Write out the records that follow with every word intact.

| Information |
......
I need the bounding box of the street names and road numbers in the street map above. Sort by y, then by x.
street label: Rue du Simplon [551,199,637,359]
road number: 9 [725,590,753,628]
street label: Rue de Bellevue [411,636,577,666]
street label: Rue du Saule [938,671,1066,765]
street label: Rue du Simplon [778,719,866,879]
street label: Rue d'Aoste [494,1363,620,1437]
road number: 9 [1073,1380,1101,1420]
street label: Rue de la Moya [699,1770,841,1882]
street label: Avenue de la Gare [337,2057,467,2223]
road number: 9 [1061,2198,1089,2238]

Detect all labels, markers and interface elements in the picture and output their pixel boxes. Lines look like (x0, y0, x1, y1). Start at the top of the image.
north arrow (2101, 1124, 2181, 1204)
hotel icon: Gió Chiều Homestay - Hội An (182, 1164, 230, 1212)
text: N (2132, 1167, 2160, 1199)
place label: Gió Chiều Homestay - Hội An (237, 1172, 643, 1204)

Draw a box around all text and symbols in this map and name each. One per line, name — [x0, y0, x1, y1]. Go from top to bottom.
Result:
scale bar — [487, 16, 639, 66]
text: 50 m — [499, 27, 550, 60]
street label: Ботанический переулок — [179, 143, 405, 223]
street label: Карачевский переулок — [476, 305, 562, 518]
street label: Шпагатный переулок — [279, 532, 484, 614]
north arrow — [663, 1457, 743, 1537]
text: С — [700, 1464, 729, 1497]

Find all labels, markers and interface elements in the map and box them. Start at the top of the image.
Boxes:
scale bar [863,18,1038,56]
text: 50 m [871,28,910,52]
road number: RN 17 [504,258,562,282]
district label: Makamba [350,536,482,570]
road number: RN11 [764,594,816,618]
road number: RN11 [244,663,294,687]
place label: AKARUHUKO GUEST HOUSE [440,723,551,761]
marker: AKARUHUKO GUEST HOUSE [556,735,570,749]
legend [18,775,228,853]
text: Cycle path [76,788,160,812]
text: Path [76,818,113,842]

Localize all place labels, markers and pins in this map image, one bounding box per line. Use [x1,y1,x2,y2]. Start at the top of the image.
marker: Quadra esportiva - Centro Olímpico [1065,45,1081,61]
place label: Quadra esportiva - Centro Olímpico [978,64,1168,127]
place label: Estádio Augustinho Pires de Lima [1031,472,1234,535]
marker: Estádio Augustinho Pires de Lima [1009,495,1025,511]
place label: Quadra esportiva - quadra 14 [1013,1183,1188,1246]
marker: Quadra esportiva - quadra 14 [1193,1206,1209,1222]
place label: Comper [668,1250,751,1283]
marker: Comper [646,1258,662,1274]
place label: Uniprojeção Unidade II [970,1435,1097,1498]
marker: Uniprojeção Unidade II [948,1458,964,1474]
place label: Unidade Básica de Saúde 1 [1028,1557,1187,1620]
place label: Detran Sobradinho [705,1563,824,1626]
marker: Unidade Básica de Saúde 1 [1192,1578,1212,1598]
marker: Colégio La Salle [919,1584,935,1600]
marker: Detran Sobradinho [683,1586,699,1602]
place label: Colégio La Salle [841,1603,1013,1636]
......
| Exercise result |
I need the bounding box of the street names and road numbers in the street map above. Sort by y, then by x.
street label: Rue du Simplon [551,199,637,359]
road number: 9 [725,590,753,628]
street label: Rue de Bellevue [411,636,577,666]
street label: Rue du Saule [938,671,1066,765]
street label: Rue du Simplon [778,719,866,879]
street label: Rue d'Aoste [494,1363,620,1437]
road number: 9 [1073,1380,1101,1420]
street label: Rue de la Moya [699,1770,841,1882]
street label: Avenue de la Gare [337,2057,467,2223]
road number: 9 [1061,2198,1089,2238]

Detect all labels, markers and interface elements in the picture and output their pixel boxes. Lines look like (x0, y0, x1, y1). Start at the top of the image.
north arrow (2101, 1124, 2181, 1204)
hotel icon: Gió Chiều Homestay - Hội An (182, 1164, 230, 1212)
text: N (2132, 1167, 2160, 1199)
place label: Gió Chiều Homestay - Hội An (237, 1172, 643, 1204)

Draw a box around all text and symbols in this map and name each. One per line, name — [x0, y0, x1, y1]. Go from top to bottom.
Result:
scale bar — [487, 16, 639, 66]
text: 50 m — [499, 27, 550, 60]
street label: Ботанический переулок — [179, 143, 405, 223]
street label: Карачевский переулок — [476, 305, 562, 518]
street label: Шпагатный переулок — [279, 532, 484, 614]
north arrow — [663, 1457, 743, 1537]
text: С — [700, 1464, 729, 1497]

Find all labels, markers and interface elements in the map and box them. Start at the top of the image.
Boxes:
scale bar [863,18,1038,56]
text: 50 m [871,28,910,52]
road number: RN 17 [504,258,562,282]
district label: Makamba [350,536,482,570]
road number: RN11 [764,594,816,618]
road number: RN11 [244,663,294,687]
place label: AKARUHUKO GUEST HOUSE [440,723,551,761]
marker: AKARUHUKO GUEST HOUSE [556,735,570,749]
legend [18,775,228,853]
text: Cycle path [76,788,160,812]
text: Path [76,818,113,842]

Localize all place labels, markers and pins in this map image, one bounding box per line. Use [x1,y1,x2,y2]. Start at the top of the image.
marker: Quadra esportiva - Centro Olímpico [1065,45,1081,61]
place label: Quadra esportiva - Centro Olímpico [978,64,1168,127]
place label: Estádio Augustinho Pires de Lima [1031,472,1234,535]
marker: Estádio Augustinho Pires de Lima [1009,495,1025,511]
place label: Quadra esportiva - quadra 14 [1013,1183,1188,1246]
marker: Quadra esportiva - quadra 14 [1193,1206,1209,1222]
place label: Comper [668,1250,751,1283]
marker: Comper [646,1258,662,1274]
place label: Uniprojeção Unidade II [970,1435,1097,1498]
marker: Uniprojeção Unidade II [948,1458,964,1474]
place label: Unidade Básica de Saúde 1 [1028,1557,1187,1620]
place label: Detran Sobradinho [705,1563,824,1626]
marker: Unidade Básica de Saúde 1 [1192,1578,1212,1598]
marker: Colégio La Salle [919,1584,935,1600]
marker: Detran Sobradinho [683,1586,699,1602]
place label: Colégio La Salle [841,1603,1013,1636]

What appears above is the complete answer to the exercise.